**PROBLEM**
What lines in the following entries hold the word "speed"? Copy each one.

[Collected data]
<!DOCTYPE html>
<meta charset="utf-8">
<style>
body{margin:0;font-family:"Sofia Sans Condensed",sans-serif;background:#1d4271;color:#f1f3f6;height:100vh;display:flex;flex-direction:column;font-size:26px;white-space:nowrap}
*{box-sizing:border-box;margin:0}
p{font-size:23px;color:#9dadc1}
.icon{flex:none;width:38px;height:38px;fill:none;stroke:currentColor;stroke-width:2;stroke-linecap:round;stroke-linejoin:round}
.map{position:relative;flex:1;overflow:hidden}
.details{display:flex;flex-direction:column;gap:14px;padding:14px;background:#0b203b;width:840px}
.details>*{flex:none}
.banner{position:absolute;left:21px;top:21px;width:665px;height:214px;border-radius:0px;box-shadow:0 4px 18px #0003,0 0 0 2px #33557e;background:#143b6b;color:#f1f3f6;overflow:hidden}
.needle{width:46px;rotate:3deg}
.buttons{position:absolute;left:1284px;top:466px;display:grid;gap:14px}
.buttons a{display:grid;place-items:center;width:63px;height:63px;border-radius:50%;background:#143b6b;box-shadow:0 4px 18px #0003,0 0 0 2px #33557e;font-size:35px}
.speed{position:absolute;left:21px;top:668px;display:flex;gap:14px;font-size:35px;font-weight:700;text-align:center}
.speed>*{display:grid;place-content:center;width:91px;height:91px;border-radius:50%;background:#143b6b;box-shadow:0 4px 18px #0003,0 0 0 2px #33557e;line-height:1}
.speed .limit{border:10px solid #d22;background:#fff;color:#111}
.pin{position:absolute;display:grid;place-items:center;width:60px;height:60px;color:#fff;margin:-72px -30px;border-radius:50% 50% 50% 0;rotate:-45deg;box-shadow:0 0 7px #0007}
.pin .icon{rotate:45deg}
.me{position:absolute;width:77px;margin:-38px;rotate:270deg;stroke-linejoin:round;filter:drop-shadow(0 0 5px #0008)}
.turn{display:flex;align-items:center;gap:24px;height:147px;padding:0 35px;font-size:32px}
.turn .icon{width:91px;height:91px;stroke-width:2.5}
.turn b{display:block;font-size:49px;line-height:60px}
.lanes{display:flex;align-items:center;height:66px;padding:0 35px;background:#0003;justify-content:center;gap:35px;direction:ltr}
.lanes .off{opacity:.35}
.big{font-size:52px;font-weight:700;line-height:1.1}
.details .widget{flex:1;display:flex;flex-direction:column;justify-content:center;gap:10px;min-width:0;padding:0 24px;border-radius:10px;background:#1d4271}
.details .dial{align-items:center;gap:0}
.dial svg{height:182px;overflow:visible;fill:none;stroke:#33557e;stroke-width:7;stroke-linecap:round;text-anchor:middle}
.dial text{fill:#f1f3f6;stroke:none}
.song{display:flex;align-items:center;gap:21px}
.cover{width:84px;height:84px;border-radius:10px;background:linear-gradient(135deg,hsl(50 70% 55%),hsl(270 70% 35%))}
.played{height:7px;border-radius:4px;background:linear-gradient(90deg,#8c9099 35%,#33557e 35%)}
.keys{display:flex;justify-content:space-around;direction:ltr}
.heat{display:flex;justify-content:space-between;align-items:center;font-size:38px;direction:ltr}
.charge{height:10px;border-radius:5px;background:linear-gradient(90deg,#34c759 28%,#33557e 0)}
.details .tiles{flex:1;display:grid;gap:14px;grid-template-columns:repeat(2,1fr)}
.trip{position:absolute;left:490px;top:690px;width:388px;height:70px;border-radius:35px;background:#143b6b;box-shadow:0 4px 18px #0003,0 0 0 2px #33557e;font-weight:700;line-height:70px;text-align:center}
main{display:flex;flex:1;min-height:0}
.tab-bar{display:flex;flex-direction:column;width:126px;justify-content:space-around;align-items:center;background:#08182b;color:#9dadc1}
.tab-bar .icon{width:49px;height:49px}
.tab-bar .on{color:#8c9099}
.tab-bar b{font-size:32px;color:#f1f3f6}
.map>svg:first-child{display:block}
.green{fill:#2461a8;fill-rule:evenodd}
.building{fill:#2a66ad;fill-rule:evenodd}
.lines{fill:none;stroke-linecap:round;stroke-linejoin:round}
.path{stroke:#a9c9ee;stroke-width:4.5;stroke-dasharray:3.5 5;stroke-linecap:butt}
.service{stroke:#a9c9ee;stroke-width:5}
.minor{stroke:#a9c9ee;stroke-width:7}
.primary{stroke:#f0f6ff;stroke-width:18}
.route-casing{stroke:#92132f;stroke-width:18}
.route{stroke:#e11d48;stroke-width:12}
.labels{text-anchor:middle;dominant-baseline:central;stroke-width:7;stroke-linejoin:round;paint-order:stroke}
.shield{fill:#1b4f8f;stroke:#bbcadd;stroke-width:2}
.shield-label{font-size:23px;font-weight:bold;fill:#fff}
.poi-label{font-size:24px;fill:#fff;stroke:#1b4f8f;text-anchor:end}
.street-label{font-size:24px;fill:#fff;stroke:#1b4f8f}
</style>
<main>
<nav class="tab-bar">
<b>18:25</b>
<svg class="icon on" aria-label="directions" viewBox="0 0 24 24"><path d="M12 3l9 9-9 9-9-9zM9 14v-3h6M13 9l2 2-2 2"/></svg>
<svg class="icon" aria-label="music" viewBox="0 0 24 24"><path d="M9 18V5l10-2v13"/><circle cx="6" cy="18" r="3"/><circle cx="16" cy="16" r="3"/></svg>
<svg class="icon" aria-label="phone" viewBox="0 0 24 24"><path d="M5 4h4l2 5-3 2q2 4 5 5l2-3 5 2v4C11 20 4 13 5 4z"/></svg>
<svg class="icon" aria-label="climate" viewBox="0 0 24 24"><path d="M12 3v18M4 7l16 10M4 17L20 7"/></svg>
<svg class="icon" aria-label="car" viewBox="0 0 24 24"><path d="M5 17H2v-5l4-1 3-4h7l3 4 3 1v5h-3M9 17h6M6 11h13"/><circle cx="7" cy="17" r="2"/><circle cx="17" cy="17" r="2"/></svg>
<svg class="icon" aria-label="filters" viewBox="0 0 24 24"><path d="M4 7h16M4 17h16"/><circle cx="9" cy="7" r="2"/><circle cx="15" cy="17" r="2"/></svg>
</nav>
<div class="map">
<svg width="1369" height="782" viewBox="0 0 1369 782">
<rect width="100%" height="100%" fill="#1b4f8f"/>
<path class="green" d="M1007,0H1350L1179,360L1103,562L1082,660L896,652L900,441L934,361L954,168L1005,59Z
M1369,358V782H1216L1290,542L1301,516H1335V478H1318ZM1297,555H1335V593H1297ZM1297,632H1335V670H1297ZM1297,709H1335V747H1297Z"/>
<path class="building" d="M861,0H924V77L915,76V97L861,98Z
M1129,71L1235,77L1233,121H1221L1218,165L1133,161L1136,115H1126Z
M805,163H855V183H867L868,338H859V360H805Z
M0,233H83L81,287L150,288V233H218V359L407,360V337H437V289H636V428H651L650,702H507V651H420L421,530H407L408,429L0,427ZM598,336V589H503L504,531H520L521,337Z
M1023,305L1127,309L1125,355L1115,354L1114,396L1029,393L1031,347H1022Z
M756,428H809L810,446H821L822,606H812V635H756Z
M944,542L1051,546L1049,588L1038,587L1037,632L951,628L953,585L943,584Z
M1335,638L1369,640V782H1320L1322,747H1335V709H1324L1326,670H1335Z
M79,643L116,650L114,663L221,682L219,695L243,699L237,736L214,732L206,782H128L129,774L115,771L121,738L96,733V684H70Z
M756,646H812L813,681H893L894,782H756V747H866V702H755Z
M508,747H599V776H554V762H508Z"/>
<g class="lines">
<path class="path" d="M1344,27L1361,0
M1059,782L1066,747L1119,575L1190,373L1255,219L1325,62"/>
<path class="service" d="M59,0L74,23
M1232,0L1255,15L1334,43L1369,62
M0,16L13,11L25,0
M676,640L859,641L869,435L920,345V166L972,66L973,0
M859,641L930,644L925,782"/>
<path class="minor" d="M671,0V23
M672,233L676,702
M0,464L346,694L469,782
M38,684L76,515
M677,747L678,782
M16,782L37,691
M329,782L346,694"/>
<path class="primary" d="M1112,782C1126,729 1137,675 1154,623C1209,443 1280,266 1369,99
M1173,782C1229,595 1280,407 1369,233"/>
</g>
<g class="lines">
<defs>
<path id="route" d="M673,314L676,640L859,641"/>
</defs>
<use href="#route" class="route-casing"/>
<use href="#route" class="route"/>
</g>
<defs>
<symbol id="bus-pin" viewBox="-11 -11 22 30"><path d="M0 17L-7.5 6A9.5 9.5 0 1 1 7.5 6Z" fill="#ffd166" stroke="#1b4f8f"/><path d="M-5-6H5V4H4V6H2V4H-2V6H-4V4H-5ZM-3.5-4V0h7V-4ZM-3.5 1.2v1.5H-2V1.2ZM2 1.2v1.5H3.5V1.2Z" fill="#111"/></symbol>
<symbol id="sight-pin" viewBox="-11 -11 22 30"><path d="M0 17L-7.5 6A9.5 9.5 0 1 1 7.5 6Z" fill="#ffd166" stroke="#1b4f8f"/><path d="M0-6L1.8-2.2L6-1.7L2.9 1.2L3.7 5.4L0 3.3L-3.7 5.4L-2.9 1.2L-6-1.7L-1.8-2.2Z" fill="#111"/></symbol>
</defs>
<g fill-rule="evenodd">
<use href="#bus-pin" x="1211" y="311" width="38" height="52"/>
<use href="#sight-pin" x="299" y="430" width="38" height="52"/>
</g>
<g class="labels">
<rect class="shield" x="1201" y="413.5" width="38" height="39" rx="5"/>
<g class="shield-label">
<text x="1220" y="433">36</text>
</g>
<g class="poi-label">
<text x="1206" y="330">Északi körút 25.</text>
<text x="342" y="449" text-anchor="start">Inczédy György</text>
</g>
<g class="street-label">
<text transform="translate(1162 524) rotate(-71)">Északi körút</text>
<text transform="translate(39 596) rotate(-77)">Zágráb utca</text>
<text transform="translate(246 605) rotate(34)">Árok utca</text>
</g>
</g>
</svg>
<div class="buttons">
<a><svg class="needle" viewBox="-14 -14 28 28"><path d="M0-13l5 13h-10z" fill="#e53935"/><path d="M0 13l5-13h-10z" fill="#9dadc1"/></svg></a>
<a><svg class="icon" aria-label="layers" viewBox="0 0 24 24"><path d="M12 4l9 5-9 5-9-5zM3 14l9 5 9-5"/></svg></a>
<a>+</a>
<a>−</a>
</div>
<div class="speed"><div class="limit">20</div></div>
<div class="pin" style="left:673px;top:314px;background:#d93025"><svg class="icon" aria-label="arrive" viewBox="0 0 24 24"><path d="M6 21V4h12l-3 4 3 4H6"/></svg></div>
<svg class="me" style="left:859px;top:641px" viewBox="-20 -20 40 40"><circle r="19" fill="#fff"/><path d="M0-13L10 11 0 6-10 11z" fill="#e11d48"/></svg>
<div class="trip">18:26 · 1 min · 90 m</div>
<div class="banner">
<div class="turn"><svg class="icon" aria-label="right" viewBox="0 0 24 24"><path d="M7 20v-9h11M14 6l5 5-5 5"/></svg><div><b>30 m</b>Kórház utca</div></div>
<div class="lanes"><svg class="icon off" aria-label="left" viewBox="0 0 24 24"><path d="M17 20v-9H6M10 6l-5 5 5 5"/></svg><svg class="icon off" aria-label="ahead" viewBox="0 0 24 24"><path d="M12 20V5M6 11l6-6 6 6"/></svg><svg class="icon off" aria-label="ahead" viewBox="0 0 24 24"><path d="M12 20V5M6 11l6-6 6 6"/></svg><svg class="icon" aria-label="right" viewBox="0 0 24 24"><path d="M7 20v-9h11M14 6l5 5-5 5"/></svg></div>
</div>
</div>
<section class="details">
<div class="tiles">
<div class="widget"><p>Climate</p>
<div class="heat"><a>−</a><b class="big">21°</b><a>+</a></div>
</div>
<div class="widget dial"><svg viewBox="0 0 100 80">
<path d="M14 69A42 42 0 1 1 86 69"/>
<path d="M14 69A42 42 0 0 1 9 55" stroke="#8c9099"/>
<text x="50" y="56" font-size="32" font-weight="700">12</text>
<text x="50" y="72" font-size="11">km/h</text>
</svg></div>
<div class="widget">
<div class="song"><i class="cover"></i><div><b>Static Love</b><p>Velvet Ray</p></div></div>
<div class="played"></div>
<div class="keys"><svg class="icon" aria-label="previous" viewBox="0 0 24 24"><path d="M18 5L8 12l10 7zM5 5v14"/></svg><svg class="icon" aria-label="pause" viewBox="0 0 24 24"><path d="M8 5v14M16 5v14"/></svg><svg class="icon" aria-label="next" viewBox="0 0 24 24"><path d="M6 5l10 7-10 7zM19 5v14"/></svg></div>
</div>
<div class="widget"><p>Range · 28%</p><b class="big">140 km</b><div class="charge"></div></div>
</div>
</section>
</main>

**TASK SOLUTION**
.speed{position:absolute;left:21px;top:668px;display:flex;gap:14px;font-size:35px;font-weight:700;text-align:center}
.speed>*{display:grid;place-content:center;width:91px;height:91px;border-radius:50%;background:#143b6b;box-shadow:0 4px 18px #0003,0 0 0 2px #33557e;line-height:1}
.speed .limit{border:10px solid #d22;background:#fff;color:#111}
<div class="speed"><div class="limit">20</div></div>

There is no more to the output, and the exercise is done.